New country, new school and a slew of life lessons for Adriana Bader at North Atlanta.

To those first introduced to the North Atlanta building, it seems impossibly huge. Eleven stories, a small lake, all along with eight elevators and 1,800 students.

It would be hard enough to go from attending a small school and then attending gargantuan North Atlanta. But it would be all the harder if a student came from a small school in a faraway country. Sophomore Adriana Bader started at North Atlanta this year after moving with her family to Atlanta from Dubai, United Arab Emirates.

Her family was living in the Middle Eastern country for many years where he father owned and ran a company. Bader, now 15, was born in Miami but she moved with her family to Dubai when she was just two years old. “I’d been here during vacation, but living here, seeing the different lifestyle has changed me personally,” she said.

She is of Lebanese descent with a mother from Lebanon and a father who is a Lebanese-American. This fall, a series of massive life adjustments came her way and these started with her enrollment at North Atlanta. “Just seeing the building freaked me out,” she said.

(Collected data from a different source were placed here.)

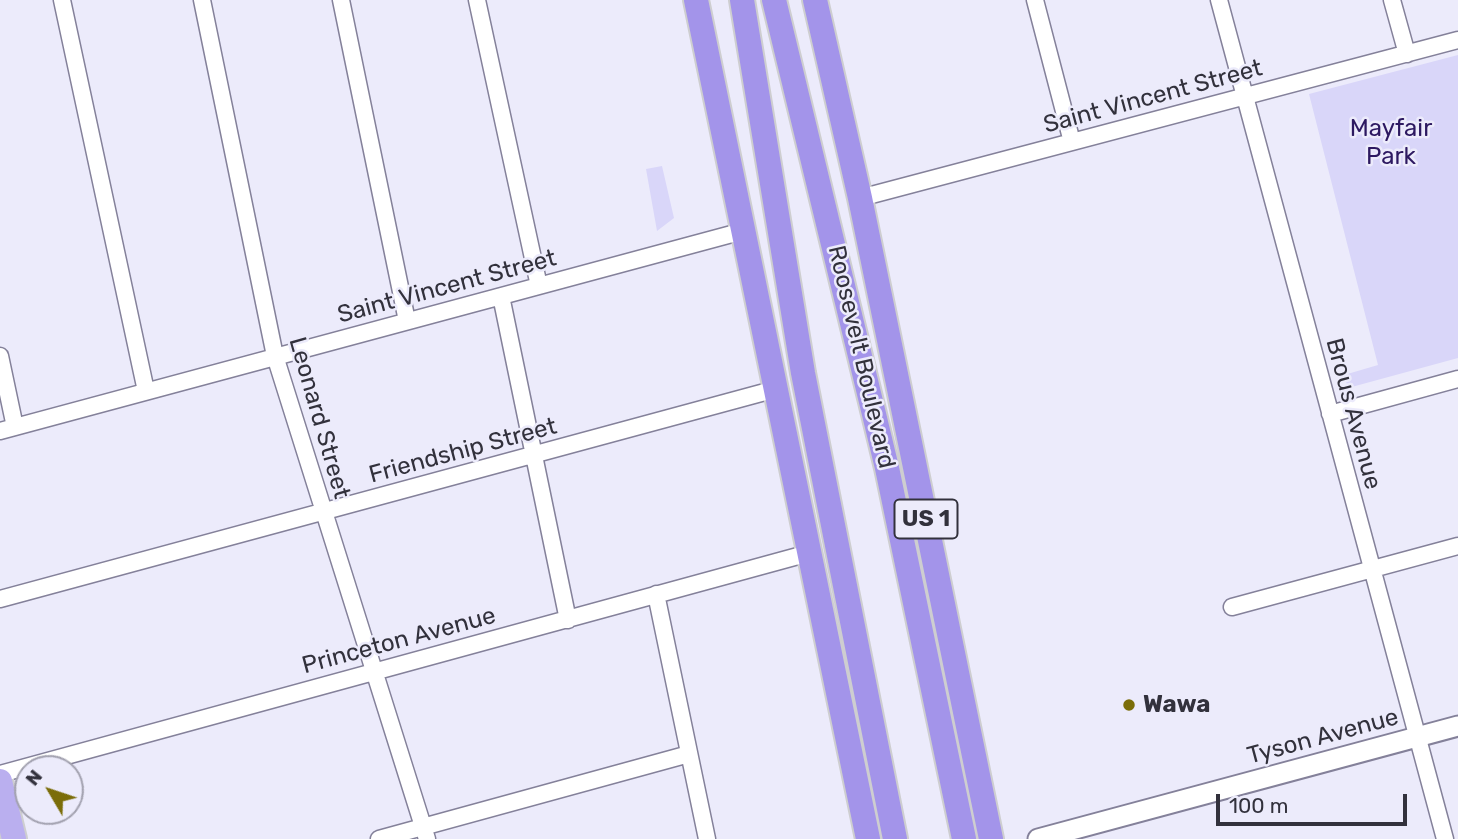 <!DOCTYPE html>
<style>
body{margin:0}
#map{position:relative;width:1458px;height:839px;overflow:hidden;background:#ecebfb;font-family:Rubik,sans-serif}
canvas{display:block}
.north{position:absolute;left:14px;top:755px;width:70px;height:70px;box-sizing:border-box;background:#ecebfb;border:2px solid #a2a1af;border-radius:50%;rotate:309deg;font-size:19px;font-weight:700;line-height:28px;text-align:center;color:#32313c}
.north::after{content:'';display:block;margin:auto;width:24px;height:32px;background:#7b6d09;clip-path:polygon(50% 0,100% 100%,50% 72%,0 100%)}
.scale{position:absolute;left:1216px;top:794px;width:191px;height:32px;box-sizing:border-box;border:4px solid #32313c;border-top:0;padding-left:9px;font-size:21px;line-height:24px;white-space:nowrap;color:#32313c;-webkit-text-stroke:5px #ecebfb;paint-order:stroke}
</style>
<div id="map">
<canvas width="1458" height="839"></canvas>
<div class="north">N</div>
<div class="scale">100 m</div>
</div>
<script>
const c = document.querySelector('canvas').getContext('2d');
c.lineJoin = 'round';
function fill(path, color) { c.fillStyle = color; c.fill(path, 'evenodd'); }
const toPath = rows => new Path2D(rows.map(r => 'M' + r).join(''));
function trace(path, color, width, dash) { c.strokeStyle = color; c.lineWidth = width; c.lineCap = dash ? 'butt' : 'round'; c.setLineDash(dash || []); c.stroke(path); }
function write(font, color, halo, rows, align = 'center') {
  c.font = font + ' Rubik,sans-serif'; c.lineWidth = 5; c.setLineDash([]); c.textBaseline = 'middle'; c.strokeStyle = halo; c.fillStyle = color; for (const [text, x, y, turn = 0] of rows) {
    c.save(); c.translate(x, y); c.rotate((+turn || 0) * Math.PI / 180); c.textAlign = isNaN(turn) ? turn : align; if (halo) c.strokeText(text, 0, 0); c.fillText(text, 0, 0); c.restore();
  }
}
fill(toPath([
 [1458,55,1458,358,1348,388,1344,375,1378,365,1309,94],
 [662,166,674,218,657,231,646,169]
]), '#d9d6f9');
const minor = toPath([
 [62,0,146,391],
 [202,0,275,356,427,839],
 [341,0,407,321],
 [477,0,539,286],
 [1035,0,1072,142],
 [1219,0,1445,839],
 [1392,0,1407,54],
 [860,198,1458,40],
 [501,296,568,620],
 [0,356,15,427],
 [1330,414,1458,379],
 [0,431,743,231],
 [656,594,707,839],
 [0,599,776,389],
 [1232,607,1458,546],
 [0,774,809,553],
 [379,839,689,754]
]);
const tertiary = toPath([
 [1038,839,1458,726]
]);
const primary = toPath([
 [0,781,14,839]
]);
const trunk = toPath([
 [696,0,868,839],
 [742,0,803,373,895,839],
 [774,0,887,468,964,839],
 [815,0,860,198,991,839]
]);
trace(minor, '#84819a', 19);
trace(tertiary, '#84819a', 23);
trace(primary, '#ceced0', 28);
trace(trunk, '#ceced0', 28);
trace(minor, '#fff', 16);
trace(tertiary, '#fff', 19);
trace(primary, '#baafef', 24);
trace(trunk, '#a394ea', 24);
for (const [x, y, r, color] of [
 [1129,705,7,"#7b6d09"]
]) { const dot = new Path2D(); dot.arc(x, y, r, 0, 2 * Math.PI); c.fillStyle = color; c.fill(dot); trace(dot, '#ecebfb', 2.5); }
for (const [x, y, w] of [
 [926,519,63]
]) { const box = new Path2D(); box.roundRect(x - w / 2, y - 19.5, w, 39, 5); c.fillStyle = '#ecebfb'; c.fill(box); trace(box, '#32313c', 2); }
write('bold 23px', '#32313c', null, [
 ["US 1",926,519]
]);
write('24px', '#32313c', '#ecebfb', [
 ["Saint Vincent Street",1153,97,-15],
 ["Saint Vincent Street",447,287,-15],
 ["Roosevelt Boulevard",861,357,77],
 ["Brous Avenue",1353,414,75],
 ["Leonard Street",319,418,74],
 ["Friendship Street",463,451,-15],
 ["Princeton Avenue",399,641,-15],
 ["Tyson Avenue",1323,737,-15]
]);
write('24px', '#2d1961', '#ecebfb', [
 ["Mayfair",1391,129],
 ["Park",1391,157]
]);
write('bold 24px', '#32313c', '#ecebfb', [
 ["Wawa",1143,705]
], 'left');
</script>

Her much smaller middle school in Dubai only had two stories. “It was very different coming here where there are so many people. It was something that took some getting used to,” she said.

Beyond the school building’s size, there was a more general acclimating process associated with the American educational schedule. In Dubai school lasts from Sunday to Thursday and the students are all collectively put into a singular group in which they take all their classes together. From kindergarten to middle school, or primary school, the teachers transition classrooms instead of the students. Students don’t usually get homework and instead are expected to study for upcoming reviews and pop tests.

School life in Dubai is quite different from school life in Atlanta. “It was a lot smaller over there and the teachers were all our friends. At my old school, you knew everybody, everybody knew you,” she said.

She said her first year at North Atlanta has been one of personal growth and developing new friendships. Her teachers, she said, have been open, welcoming and friendly. Transitioning from class to class is very different, as well as seeing so many different faces both in her classes and the hallways. “There’s always someone new to meet here,” she said.

To get used to life in a new school, Bader threw herself into student life at North Atlanta. She played on the junior varsity soccer team this spring and said she enjoyed the camaraderie felt among her teammates. Where classes are concerned, she said she has especially enjoyed her American Government class with teacher Jerek Brown. “In Dubai people don’t really talk about presidents and things like that back,” she said.

In the future she said she wants to either become a lawyer or possibly become the owner of a soccer academy for youth. “I love the game. It’s kind of my passion,” she said.

For Bader this year it’s been a brand new country and school, along with a constant stream of new discoveries. “There’s been so much. I can’t imagine what’s going to come next for my sophomore year,” she said.